I pulled my BlackBerry from my bag and dialed Ben’s number, but it went right into voice mail without even ringing. “He must have turned his phone off,” I reported, waiting as his recorded voice told me to leave a message at the tone. I did as instructed, quickly summarizing our talk with Iggie and asking about the Lamborghini owners and Hilary’s receipts.

My message complete, I disconnected and left the BlackBerry on the table, which I generally considered a grave lapse in cell-phone etiquette, but most of the venture-capital guys were doing it and I wanted to have it handy should Ben call back right away.

“What if Alex does drive up in a Lamborghini?” said Abigail. “What happens then?”

“When Alex drives up in a Lamborghini,” I corrected her. “I guess we start talking about Hilary and how she’s missing, and then we see how he reacts. It’s probably too much to hope that he’ll confess, but he might give himself away somehow. And assuming he doesn’t confess, we follow him once he leaves the club. If all goes well, he’ll lead us to Hilary.”

After some debate, we agreed that Peter and I would drop Luisa and Abigail at a nearby car-rental agency so that they could pick up a separate car. “Call us or text us before you leave the club,” said Luisa. “Then we can trail Alex, as well, just in case you lose him or he realizes what’s happening and tries to lose you.”

This seemed to be as good a plan as we were going to come up with, and it was nice of Luisa to offer to sacrifice her trip to the mall. The nicotine gum seemed to be bringing out the best in her, even if I worried that it couldn’t be healthy to go through nearly two packs of the stuff in as many hours.

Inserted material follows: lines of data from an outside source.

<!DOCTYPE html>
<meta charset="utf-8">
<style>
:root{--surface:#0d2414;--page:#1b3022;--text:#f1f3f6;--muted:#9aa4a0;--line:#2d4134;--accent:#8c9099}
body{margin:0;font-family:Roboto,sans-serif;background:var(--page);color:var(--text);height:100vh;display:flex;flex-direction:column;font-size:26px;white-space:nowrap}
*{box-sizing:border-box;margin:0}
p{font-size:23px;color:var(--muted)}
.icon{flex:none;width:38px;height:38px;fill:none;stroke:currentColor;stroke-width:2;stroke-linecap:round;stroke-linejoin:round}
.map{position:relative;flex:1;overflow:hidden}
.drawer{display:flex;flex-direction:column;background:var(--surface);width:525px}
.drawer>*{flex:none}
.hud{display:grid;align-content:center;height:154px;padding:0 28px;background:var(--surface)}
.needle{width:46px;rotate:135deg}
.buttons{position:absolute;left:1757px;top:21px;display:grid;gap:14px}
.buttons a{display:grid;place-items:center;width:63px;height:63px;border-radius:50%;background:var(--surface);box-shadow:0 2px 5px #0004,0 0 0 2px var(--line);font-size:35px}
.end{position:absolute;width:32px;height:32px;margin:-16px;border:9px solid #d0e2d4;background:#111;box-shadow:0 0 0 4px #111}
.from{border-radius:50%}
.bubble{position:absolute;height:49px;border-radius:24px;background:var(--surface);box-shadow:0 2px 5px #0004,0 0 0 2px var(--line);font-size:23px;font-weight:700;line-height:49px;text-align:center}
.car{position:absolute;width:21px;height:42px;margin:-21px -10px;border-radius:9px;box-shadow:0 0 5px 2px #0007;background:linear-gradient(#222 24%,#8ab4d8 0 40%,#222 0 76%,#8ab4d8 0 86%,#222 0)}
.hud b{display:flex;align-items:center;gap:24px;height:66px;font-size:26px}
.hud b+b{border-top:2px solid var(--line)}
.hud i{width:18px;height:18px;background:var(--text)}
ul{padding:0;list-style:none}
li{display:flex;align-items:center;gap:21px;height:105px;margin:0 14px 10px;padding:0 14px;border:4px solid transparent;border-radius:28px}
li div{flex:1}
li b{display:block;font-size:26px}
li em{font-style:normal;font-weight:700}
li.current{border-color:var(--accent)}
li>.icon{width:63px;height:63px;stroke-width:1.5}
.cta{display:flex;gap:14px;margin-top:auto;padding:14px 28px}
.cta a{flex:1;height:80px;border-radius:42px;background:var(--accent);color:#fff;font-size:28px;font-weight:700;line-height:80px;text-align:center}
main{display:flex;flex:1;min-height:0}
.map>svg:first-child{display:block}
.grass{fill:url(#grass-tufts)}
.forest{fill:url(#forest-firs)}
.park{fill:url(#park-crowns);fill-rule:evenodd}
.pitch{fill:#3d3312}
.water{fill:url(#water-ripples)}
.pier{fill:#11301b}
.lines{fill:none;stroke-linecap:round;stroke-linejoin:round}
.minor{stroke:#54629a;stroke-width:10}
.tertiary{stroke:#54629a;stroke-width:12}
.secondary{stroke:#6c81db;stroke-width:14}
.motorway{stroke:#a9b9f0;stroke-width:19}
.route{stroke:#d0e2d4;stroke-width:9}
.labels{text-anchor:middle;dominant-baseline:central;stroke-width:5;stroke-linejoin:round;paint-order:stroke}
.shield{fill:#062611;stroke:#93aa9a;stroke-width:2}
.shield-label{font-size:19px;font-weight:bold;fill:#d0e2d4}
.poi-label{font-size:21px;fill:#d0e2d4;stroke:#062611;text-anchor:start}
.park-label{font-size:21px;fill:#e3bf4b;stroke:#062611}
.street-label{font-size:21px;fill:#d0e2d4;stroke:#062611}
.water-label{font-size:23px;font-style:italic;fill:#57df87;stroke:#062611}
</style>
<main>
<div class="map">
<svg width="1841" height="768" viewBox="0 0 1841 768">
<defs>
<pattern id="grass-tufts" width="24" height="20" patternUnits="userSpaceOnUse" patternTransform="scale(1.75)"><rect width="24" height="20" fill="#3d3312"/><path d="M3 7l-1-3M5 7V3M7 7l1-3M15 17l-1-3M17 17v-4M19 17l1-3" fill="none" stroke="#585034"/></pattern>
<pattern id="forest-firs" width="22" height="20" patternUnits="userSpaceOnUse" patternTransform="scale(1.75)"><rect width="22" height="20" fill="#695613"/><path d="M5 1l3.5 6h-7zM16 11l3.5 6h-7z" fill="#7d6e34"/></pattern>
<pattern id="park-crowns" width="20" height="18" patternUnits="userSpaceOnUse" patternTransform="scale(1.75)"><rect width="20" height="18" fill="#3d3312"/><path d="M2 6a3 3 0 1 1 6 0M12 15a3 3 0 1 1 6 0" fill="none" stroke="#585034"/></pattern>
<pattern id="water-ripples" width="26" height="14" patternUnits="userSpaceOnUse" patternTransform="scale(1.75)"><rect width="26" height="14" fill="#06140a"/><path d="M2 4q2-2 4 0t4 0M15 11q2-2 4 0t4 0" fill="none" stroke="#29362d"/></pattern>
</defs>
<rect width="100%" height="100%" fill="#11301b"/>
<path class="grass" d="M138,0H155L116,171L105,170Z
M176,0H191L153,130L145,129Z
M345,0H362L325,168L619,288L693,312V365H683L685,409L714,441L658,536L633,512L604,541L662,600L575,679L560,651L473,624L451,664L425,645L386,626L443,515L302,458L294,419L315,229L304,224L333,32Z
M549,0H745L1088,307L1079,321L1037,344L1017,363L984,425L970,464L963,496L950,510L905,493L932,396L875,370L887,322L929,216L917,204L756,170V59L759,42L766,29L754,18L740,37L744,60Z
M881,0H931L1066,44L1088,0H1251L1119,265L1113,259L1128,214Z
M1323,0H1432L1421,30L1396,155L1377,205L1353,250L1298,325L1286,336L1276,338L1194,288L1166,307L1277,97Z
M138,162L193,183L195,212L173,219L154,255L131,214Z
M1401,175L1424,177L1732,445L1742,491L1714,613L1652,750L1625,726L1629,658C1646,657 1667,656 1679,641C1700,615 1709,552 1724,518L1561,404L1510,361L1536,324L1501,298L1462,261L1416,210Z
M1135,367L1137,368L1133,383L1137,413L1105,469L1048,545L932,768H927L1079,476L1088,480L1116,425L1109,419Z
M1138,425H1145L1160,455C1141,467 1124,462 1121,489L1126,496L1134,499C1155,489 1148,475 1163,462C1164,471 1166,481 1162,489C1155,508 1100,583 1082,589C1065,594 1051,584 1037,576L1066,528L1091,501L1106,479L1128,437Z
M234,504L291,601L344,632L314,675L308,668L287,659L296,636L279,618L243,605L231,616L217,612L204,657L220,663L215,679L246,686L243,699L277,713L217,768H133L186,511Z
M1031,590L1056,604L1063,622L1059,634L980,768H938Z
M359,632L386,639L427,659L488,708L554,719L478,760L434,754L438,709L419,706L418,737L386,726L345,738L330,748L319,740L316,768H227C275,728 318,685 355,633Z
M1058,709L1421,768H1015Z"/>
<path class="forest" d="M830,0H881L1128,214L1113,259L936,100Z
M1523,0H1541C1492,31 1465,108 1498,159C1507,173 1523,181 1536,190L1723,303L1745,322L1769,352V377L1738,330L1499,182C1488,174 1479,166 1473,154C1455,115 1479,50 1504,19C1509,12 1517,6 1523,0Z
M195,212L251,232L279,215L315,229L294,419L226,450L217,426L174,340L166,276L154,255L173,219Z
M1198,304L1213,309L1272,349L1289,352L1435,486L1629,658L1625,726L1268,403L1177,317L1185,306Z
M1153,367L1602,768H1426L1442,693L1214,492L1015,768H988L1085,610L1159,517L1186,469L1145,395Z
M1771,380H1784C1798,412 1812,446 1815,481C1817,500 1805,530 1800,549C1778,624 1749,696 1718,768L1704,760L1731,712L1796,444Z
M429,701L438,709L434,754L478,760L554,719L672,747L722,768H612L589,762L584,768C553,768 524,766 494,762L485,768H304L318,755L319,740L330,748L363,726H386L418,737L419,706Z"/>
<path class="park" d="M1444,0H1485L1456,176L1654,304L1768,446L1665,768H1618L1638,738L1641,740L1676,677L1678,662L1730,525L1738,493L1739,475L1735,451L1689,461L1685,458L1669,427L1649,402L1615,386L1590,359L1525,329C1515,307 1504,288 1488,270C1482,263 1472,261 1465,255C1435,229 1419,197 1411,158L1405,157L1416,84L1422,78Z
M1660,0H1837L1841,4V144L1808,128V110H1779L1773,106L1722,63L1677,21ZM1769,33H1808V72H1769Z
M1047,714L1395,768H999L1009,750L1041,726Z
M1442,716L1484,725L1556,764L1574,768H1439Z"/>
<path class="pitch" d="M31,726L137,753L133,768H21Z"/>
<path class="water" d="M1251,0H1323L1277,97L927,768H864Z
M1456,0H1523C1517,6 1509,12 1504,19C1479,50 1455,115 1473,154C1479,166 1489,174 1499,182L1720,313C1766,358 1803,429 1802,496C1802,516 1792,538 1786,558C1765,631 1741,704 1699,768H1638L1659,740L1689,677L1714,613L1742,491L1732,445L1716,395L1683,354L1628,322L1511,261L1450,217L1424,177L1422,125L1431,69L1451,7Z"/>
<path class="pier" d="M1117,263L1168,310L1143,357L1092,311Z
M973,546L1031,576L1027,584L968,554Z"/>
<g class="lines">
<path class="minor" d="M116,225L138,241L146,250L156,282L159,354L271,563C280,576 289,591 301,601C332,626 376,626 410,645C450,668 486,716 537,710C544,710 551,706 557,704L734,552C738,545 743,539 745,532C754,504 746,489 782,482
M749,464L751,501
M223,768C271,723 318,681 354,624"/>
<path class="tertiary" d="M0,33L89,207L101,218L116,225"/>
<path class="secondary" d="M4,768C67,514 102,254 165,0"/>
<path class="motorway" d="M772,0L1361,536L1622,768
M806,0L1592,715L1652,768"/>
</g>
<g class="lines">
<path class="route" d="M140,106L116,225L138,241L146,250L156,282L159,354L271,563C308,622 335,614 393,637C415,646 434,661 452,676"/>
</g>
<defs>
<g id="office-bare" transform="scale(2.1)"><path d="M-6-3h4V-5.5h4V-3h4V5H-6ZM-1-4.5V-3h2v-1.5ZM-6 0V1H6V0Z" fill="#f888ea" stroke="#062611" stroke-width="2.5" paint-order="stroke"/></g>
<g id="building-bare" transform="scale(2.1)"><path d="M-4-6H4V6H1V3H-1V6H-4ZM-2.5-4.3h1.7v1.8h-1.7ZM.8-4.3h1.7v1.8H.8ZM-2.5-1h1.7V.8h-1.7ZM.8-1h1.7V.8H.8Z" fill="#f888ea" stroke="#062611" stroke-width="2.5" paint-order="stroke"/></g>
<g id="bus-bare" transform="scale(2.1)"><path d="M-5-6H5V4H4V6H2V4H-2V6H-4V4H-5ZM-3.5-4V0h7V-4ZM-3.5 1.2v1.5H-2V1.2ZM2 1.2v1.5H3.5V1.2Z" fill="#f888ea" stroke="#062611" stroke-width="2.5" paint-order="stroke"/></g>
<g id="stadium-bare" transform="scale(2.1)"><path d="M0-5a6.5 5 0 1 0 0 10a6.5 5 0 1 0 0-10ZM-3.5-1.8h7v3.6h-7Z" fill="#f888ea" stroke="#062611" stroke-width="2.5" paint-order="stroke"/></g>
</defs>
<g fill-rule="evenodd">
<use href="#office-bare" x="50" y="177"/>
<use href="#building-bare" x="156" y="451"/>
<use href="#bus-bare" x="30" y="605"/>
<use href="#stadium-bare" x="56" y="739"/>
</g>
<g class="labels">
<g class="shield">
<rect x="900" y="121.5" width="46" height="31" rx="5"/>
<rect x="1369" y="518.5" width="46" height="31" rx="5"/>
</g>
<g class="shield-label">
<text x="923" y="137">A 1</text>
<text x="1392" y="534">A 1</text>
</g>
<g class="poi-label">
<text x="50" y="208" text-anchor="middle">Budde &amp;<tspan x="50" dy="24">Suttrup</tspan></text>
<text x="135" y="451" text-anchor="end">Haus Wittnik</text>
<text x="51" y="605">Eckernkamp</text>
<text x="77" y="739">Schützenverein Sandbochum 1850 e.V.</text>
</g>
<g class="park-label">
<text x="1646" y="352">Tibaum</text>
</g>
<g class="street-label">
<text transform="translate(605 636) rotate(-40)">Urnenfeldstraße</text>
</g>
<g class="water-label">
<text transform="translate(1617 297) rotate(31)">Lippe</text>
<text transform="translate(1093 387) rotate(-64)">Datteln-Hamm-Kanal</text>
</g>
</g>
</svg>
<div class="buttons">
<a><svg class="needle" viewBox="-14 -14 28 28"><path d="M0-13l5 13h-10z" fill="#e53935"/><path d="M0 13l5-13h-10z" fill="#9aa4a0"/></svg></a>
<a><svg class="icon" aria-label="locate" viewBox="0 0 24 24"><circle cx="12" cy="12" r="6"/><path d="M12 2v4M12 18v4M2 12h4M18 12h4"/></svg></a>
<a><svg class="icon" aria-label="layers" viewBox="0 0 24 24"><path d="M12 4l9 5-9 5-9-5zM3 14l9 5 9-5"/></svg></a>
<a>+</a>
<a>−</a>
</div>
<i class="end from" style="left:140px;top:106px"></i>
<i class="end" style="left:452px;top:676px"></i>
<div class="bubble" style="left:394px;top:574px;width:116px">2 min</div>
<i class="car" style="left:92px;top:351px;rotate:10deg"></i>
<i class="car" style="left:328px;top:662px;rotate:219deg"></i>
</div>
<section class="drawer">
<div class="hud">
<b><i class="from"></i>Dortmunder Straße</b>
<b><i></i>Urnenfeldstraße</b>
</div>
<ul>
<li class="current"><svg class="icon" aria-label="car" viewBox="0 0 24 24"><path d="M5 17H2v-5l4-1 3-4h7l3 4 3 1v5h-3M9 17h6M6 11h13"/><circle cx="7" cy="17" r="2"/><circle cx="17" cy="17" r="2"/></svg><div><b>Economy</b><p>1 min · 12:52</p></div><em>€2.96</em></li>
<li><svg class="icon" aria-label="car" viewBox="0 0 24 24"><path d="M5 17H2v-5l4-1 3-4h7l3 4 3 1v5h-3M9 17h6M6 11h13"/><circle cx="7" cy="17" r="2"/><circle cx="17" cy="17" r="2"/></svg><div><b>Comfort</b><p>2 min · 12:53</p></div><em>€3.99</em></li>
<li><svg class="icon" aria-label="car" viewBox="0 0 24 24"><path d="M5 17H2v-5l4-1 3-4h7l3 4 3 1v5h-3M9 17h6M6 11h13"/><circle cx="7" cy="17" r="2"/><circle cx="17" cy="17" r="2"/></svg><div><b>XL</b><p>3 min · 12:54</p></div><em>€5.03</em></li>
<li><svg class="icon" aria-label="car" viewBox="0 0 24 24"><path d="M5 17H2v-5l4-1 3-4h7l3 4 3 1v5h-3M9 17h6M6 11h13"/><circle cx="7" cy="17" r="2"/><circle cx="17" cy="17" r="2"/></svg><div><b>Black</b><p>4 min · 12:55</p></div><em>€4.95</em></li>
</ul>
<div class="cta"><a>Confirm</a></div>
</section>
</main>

It was after noon, so we paid the check and prepared to leave. As I picked up my BlackBerry, I saw that the little red light was flashing, indicating I had a new message. At the same moment, Luisa’s phone started buzzing from within the depths of her oversized handbag.

I peered at the BlackBerry’s screen. The new message was a text, from a number with a four-one-five area code. I recognized it immediately: it was the number from which Hilary had sent her truncated S-O-S early Sunday morning. “Wait!” I called to Peter and Abigail, who were already heading toward the door.

Luisa, meanwhile, was tossing items from her purse onto the table as she tried to locate her buzzing phone. “Aha,” I heard her mutter as she finally pulled it out of the bag along with a silver compact, two pairs of sunglasses, a Spanish-language paperback of Borges essays, a silk scarf, a wool scarf, three lipsticks, a fountain pen, and a Filofax bound in shiny crocodile.

My awe at what Luisa kept in her bag was almost enough to make me forget the message waiting for me on my own phone. I clicked it open.


False alarm. I am in love!!! Hope I didn’t worry you too much. Will explain all later. H


I read the text three times over in disbelief. A false alarm?

Luisa was staring at the screen of her own phone, a furrow of annoyance creasing her usually smooth brow. She muttered something else, and while I had never taken Spanish, I knew enough to recognize it as the sort of word that didn’t get taught in high-school Spanish classes. At least, not the sort of high school in which I’d been enrolled.

Worldlessly, she lifted her gaze to meet my own, and wordlessly, we exchanged phones.

The message on Luisa’s screen was identical to the one on mine.